- [WHAT YOU NEED TO DO]
Your task is to gather the lines below that hold the string "VAUDREUIL".

··· INPUT DATA

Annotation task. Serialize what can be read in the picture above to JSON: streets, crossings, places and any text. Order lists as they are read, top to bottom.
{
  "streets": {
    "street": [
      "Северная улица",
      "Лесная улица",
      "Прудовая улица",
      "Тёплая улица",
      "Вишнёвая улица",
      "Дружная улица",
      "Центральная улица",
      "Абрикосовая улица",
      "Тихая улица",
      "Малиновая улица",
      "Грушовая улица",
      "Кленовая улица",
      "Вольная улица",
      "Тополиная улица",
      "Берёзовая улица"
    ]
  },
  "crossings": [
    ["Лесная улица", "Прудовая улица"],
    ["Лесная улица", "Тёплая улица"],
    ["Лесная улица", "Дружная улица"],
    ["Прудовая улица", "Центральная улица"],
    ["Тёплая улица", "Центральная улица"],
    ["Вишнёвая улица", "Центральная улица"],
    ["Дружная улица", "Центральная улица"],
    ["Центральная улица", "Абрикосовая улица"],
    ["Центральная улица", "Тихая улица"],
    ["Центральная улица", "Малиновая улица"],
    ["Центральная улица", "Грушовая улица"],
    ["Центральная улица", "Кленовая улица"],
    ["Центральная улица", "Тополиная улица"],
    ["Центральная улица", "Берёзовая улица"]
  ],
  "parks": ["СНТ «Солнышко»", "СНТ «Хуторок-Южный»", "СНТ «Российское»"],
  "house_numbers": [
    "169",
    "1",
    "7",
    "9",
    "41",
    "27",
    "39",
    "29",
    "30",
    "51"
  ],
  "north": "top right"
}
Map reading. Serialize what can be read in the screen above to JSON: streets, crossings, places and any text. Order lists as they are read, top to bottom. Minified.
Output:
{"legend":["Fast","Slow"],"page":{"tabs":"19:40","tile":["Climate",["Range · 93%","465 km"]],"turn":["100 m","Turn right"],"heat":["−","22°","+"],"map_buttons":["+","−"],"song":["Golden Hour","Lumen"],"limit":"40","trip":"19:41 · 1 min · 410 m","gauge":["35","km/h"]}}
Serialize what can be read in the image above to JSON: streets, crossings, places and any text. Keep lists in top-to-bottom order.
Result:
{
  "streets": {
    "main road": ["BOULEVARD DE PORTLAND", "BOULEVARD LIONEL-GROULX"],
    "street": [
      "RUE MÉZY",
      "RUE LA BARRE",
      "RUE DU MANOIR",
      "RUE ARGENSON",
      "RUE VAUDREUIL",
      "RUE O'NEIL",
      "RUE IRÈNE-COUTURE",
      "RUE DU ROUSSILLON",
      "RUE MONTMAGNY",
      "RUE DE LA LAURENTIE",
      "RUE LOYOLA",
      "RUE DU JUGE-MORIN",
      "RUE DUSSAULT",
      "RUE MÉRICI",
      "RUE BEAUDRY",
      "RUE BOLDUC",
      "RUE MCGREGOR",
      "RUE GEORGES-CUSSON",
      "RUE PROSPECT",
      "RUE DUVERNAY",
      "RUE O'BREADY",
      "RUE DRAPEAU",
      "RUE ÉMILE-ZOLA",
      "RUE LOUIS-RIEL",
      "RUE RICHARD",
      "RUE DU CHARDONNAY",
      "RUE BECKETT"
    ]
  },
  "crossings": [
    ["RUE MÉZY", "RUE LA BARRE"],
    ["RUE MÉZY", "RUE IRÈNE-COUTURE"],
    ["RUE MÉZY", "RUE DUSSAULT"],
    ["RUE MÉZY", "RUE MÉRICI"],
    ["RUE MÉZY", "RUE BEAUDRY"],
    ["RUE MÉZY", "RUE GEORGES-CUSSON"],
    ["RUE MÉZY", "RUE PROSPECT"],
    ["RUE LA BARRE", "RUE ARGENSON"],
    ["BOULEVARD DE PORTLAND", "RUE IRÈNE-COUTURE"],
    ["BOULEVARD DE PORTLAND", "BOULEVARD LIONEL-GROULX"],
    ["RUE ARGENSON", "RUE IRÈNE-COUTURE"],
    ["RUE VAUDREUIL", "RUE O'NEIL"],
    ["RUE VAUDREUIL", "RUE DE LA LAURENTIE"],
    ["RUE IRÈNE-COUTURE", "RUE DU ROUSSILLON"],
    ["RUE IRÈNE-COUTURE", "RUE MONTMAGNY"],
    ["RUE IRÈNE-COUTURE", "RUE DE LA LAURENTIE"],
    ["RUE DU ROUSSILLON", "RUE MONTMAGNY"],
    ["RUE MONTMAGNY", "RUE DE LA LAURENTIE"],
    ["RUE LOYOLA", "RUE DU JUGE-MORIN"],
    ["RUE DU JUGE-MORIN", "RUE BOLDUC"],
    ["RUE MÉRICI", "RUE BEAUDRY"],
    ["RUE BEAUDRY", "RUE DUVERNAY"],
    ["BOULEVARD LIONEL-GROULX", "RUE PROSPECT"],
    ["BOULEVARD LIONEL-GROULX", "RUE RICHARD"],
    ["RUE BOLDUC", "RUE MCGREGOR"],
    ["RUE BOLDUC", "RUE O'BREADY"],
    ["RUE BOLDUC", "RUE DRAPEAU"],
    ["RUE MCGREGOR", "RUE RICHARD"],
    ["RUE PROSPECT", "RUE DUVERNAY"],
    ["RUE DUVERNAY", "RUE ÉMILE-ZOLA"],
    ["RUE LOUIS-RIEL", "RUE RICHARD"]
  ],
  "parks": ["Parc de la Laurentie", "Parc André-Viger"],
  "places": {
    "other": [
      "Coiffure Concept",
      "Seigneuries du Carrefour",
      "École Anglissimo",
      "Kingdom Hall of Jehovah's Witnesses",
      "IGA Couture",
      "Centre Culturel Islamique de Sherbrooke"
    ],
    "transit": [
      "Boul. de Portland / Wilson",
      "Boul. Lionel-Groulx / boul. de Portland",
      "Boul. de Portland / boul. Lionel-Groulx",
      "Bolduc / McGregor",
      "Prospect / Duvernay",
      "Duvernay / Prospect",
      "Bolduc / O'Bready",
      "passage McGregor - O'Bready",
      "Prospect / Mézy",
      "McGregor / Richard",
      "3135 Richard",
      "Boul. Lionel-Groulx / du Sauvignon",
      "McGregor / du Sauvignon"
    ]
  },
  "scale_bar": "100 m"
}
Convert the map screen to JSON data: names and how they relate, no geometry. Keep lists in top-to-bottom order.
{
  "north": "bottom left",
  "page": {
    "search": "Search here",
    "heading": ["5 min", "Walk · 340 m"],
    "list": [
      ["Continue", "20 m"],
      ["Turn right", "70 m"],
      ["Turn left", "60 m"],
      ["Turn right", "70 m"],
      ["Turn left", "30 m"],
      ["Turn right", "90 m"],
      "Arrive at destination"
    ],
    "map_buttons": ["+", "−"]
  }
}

······

- [TASK SOLUTION]
      "RUE VAUDREUIL",
    ["RUE VAUDREUIL", "RUE O'NEIL"],
    ["RUE VAUDREUIL", "RUE DE LA LAURENTIE"],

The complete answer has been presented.